Your task: Within the listing below, please copy exactly the lines between the line holding "position:absolute; left:16px; top:16px;" and the line holding "position:absolute; left:24px; top:1842px;", inclusive.

--- START ---

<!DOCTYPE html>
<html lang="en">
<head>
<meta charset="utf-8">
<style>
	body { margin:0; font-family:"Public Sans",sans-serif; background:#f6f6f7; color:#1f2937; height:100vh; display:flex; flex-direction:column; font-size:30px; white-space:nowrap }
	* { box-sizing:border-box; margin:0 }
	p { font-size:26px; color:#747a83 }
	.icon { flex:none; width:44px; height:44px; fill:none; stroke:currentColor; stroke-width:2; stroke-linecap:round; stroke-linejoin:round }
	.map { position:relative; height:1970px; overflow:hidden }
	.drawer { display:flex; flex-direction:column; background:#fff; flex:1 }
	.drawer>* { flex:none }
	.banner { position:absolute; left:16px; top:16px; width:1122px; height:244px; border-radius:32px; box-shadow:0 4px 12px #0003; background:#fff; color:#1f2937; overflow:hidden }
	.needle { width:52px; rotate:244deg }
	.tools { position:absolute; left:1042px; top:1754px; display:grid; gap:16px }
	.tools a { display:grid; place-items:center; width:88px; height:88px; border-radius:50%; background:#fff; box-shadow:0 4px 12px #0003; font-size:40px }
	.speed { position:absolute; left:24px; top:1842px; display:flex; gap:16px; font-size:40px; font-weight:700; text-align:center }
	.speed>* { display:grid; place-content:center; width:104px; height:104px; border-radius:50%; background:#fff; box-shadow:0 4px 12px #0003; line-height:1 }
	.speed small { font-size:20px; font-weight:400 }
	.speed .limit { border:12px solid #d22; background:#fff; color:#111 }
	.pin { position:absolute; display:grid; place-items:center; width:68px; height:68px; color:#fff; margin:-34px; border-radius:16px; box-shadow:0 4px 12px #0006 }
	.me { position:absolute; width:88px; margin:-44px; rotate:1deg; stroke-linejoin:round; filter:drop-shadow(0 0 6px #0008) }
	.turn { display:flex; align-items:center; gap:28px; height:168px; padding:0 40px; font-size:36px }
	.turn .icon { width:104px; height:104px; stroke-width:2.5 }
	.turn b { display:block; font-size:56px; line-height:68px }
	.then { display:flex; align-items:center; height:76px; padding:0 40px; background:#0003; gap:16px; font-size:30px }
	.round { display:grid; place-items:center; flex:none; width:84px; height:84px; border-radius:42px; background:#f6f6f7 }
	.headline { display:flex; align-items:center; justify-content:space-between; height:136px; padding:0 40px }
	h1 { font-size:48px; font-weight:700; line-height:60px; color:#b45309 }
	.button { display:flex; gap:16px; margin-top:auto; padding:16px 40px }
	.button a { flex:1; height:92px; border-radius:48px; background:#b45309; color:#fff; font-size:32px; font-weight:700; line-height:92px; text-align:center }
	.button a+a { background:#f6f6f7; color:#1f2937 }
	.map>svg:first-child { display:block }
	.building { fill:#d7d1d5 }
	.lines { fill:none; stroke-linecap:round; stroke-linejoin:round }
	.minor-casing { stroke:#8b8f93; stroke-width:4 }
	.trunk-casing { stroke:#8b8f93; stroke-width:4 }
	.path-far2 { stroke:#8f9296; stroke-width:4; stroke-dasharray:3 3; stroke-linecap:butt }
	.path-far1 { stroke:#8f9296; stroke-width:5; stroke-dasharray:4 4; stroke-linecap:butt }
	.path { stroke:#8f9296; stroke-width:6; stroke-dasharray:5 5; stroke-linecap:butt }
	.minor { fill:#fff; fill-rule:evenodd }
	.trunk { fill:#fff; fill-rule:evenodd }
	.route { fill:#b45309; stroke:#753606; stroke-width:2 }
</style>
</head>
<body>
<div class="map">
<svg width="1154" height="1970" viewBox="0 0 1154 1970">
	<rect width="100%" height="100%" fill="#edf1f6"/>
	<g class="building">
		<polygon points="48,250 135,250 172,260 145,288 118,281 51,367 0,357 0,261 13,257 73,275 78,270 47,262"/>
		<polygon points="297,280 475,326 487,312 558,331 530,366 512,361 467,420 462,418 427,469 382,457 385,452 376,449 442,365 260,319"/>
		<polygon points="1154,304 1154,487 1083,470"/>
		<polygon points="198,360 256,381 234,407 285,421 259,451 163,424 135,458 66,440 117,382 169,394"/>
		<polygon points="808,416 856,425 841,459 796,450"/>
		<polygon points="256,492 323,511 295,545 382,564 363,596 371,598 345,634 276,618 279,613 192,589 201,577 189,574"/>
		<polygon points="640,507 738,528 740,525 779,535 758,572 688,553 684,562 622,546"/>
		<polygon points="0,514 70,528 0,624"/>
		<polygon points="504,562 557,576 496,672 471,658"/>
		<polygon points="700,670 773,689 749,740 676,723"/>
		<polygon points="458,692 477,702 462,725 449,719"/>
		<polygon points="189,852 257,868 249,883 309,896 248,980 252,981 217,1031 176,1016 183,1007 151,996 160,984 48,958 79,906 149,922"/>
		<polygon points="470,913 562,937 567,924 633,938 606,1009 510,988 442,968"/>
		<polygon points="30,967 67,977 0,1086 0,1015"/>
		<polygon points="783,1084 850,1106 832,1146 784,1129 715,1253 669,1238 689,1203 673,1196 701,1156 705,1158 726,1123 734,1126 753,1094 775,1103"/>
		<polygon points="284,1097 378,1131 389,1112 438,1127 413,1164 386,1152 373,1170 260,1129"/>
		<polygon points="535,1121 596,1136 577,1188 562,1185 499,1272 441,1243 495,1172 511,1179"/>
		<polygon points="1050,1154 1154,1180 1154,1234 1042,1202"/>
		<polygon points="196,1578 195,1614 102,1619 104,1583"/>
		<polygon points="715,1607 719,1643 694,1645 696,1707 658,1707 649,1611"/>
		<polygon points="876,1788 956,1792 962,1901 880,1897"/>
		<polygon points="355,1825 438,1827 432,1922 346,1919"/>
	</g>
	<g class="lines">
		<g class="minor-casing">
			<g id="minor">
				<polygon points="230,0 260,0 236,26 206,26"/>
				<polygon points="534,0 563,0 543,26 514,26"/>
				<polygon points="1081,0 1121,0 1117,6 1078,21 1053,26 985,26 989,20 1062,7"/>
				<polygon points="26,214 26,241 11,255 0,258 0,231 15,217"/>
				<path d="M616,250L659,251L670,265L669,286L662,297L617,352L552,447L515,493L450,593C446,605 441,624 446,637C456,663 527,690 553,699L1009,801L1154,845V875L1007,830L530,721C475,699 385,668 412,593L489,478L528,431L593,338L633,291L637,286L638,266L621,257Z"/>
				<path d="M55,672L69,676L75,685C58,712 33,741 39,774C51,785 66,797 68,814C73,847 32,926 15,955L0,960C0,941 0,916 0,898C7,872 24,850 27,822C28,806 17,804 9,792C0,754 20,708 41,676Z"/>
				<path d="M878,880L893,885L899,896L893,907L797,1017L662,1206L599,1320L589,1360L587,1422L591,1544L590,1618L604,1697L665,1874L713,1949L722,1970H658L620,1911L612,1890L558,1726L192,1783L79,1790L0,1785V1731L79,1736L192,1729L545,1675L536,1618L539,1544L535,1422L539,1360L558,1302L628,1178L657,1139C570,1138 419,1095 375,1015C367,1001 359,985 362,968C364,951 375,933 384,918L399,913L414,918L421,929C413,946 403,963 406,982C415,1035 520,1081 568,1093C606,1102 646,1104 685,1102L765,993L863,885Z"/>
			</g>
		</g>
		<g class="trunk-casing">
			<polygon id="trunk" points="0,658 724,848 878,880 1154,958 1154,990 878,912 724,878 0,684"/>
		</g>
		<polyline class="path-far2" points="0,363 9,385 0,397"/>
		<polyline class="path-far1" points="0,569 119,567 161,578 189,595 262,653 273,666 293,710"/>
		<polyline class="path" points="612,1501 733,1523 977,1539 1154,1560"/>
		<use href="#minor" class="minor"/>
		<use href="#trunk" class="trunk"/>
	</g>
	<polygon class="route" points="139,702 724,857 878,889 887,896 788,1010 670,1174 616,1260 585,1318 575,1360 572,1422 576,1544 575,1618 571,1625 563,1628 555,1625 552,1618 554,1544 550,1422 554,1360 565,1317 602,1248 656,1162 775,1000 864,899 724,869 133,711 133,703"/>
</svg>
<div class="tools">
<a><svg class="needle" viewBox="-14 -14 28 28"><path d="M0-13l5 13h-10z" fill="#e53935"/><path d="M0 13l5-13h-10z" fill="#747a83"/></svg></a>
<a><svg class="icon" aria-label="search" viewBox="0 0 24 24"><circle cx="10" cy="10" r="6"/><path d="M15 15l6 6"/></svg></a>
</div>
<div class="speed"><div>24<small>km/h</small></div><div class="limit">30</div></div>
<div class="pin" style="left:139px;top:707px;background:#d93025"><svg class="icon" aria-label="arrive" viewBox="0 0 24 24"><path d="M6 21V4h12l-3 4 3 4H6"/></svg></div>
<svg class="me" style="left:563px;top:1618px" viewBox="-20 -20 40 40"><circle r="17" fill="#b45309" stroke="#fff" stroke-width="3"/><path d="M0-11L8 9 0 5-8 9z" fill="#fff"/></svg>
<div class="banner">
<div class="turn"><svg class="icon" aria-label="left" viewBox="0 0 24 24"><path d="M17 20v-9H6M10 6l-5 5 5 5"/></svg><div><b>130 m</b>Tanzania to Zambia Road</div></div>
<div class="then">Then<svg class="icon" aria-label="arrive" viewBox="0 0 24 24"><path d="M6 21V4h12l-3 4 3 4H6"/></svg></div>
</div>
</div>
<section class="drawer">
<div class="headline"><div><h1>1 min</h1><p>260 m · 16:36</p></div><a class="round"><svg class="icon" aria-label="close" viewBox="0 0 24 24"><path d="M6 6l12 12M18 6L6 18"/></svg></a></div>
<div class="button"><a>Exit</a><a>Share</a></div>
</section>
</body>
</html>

--- END ---

Answer area:
	.banner { position:absolute; left:16px; top:16px; width:1122px; height:244px; border-radius:32px; box-shadow:0 4px 12px #0003; background:#fff; color:#1f2937; overflow:hidden }
	.needle { width:52px; rotate:244deg }
	.tools { position:absolute; left:1042px; top:1754px; display:grid; gap:16px }
	.tools a { display:grid; place-items:center; width:88px; height:88px; border-radius:50%; background:#fff; box-shadow:0 4px 12px #0003; font-size:40px }
	.speed { position:absolute; left:24px; top:1842px; display:flex; gap:16px; font-size:40px; font-weight:700; text-align:center }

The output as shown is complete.